Anaïs Barbeau-Lavalette : Il est toujours permis, et heureusement. Le film naît aujourd’hui, donc il est assez difficile de savoir quelle trace il va laisser. C’est sûr que je veux le tirer vers l’espoir. D’ailleurs l’une des dernières paroles du film, avant celles de Gaël Faye, qui vont également dans ce sens, c’est celle de Romain Gary qui nous dit que le plus grand risque est d’aimer. Je rejoins cela. Je sais que les archives d’images contemporaines sont très dures, j’ai l’impression que si on les regarde avec cette phrase en tête et au cœur, cela ne peut pas laisser autre chose qu’un désir de croire que si on prend le risque d’aimer, cela peut réparer des affaires.
Souley Keïta : Est-ce que Chien Blanc, c’est avant tout, la culpabilité de ne pas essayer de lutter pour changer nos histoires qui se répètent, à l’image d’un des fils conducteurs qui est le regard caméra des Afro-États-Uniens ?
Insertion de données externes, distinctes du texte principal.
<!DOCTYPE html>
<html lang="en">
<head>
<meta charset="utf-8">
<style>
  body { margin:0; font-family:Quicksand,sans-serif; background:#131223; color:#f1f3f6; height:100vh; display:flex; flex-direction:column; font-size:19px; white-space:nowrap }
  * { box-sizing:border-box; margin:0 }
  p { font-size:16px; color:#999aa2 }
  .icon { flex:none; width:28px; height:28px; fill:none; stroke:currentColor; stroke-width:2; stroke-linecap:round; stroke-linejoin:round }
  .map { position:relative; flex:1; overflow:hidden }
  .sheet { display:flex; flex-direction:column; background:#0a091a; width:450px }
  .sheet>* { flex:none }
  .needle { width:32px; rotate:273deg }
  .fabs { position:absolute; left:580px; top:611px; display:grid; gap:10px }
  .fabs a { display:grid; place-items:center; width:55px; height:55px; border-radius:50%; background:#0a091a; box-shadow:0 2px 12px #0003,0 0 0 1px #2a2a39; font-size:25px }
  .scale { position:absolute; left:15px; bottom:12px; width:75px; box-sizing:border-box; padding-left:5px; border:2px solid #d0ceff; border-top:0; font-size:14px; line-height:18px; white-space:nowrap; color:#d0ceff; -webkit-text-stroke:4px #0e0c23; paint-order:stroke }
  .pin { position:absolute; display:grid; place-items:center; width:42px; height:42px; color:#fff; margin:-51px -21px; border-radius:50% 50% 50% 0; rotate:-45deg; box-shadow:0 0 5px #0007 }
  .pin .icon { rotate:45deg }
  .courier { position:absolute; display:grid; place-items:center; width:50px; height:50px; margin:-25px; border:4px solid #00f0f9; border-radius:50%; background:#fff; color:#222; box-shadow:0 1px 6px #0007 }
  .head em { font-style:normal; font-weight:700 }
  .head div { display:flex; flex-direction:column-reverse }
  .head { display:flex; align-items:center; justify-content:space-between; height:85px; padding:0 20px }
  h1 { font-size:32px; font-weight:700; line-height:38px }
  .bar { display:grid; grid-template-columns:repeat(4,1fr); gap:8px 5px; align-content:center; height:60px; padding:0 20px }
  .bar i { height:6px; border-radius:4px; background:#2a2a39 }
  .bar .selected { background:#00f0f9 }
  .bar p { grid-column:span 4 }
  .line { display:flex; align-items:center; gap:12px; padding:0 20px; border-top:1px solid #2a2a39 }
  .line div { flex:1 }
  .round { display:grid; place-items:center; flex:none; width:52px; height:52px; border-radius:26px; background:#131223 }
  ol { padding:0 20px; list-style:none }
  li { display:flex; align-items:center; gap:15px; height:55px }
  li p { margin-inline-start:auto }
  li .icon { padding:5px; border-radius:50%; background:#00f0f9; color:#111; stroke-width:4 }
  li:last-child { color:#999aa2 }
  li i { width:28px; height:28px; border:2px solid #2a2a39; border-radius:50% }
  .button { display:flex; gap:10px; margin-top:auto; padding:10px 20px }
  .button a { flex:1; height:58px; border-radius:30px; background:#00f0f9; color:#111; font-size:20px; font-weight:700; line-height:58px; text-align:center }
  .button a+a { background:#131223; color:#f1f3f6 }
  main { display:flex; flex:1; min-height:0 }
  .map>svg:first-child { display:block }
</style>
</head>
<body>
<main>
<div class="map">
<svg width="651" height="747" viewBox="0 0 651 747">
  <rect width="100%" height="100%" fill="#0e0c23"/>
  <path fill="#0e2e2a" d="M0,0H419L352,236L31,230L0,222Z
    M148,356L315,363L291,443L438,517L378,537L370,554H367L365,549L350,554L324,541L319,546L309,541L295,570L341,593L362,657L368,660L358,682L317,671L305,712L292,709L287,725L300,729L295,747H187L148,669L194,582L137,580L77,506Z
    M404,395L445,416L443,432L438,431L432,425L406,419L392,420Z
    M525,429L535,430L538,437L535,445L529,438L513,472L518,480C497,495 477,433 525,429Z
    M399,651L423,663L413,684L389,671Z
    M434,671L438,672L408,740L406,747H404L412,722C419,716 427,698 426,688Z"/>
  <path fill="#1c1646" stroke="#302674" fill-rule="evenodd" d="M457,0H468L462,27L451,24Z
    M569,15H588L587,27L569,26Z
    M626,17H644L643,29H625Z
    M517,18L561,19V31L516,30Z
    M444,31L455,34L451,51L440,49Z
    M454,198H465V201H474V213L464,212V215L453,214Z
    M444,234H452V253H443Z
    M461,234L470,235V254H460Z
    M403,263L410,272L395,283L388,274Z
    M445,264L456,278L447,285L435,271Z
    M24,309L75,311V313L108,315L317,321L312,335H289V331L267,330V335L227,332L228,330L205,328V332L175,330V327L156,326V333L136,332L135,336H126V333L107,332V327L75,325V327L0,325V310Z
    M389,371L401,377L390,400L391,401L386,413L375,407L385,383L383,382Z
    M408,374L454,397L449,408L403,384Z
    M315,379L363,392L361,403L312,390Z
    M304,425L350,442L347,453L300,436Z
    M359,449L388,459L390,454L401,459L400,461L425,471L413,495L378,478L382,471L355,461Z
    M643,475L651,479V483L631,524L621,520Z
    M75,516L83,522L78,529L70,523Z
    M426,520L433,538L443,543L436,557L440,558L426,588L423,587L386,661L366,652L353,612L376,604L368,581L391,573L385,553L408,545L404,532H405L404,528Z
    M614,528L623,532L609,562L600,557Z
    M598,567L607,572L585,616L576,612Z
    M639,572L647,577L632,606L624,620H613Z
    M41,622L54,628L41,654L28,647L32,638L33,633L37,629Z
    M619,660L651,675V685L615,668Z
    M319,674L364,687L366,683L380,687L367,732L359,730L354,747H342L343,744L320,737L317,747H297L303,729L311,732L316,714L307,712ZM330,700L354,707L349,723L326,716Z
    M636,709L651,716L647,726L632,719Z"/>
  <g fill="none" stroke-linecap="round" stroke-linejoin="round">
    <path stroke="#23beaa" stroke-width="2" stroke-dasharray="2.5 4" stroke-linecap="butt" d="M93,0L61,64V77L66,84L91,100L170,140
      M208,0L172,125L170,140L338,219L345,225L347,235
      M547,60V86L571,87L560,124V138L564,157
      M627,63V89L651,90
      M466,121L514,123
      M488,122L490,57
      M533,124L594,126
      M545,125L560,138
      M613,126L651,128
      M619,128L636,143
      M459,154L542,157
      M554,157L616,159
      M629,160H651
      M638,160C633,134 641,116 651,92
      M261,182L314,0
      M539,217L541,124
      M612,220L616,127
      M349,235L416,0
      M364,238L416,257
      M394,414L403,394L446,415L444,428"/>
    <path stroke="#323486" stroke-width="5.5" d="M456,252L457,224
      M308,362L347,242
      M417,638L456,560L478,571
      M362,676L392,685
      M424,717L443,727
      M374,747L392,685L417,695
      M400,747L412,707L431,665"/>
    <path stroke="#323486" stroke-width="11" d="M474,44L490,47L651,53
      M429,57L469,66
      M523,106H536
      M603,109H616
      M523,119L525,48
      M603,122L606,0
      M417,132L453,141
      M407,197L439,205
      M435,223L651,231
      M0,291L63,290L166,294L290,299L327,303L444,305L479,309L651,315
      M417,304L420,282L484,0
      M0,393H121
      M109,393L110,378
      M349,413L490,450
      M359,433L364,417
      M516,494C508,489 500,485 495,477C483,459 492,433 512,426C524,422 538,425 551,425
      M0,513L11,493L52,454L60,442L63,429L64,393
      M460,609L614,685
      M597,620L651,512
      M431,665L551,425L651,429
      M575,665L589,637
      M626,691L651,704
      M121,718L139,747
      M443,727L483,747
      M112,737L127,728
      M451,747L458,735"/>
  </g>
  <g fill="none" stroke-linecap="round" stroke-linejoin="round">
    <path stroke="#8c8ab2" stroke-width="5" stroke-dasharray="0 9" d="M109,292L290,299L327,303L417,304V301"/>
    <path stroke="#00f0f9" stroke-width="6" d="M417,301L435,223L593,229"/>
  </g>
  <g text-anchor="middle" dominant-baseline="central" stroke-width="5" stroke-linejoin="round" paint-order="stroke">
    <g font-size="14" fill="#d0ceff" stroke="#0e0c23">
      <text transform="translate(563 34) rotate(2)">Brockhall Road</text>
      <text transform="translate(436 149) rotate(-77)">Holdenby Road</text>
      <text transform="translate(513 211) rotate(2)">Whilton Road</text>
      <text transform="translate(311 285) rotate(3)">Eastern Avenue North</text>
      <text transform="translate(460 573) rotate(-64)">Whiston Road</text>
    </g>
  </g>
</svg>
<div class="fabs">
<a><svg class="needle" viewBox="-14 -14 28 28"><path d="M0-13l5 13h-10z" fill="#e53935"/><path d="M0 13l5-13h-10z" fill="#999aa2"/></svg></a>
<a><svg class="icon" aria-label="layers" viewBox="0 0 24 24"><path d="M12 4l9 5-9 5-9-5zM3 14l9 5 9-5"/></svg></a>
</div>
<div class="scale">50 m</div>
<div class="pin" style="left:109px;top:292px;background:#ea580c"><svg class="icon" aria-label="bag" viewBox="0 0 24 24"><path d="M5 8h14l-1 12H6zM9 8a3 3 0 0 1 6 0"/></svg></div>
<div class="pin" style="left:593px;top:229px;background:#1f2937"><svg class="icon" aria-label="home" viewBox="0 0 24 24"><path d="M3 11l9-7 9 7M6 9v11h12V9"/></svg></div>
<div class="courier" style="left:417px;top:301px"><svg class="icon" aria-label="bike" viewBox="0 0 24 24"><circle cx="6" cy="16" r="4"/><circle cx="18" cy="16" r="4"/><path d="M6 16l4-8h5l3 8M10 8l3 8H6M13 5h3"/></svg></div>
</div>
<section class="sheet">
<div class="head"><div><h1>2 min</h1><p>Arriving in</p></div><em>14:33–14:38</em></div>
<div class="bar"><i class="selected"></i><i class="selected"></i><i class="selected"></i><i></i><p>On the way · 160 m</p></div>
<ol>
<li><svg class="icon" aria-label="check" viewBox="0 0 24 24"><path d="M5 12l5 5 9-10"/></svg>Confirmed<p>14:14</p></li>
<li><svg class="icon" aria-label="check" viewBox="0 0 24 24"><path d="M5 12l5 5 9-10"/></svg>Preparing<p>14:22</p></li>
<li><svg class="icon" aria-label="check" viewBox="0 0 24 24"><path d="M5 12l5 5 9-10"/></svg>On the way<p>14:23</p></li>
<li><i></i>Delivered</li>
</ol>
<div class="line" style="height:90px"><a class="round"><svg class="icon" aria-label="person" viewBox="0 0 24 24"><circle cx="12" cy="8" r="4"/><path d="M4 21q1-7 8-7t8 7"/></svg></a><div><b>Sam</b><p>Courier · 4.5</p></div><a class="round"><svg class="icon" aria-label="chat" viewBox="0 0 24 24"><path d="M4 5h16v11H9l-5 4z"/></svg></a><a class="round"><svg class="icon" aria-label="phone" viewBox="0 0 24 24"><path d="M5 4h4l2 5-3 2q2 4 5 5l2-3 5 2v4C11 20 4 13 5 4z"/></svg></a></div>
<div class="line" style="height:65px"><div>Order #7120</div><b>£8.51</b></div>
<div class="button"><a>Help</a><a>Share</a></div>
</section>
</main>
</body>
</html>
Anaïs Barbeau-Lavalette : D’inciter à la prise de parole, d’inciter à la prise de risque, c’est pour cela que ces regards caméra des afrodescendants sont là, mise à part Romain à la toute fin. C’est d’abord leur histoire avec un grand H qui doit nous rester et qui doit être raconté. J’avais envie qu’on en sorte marqué par ces histoires qui restent encore à raconter, par toutes ces vies, qu’il reste à conter. Je ne pense pas qu’il y a l’idée de cette culpabilité comme moteur, mais plutôt l’amour et c’est vraiment un meilleur moteur. Cet amour qui conduit à l’action. La citation de Baldwin est importante, car nous sommes l’histoire, nous n’avons pas le droit de nous détacher et tu es activement invité à participer, à prendre la suite de notre Histoire.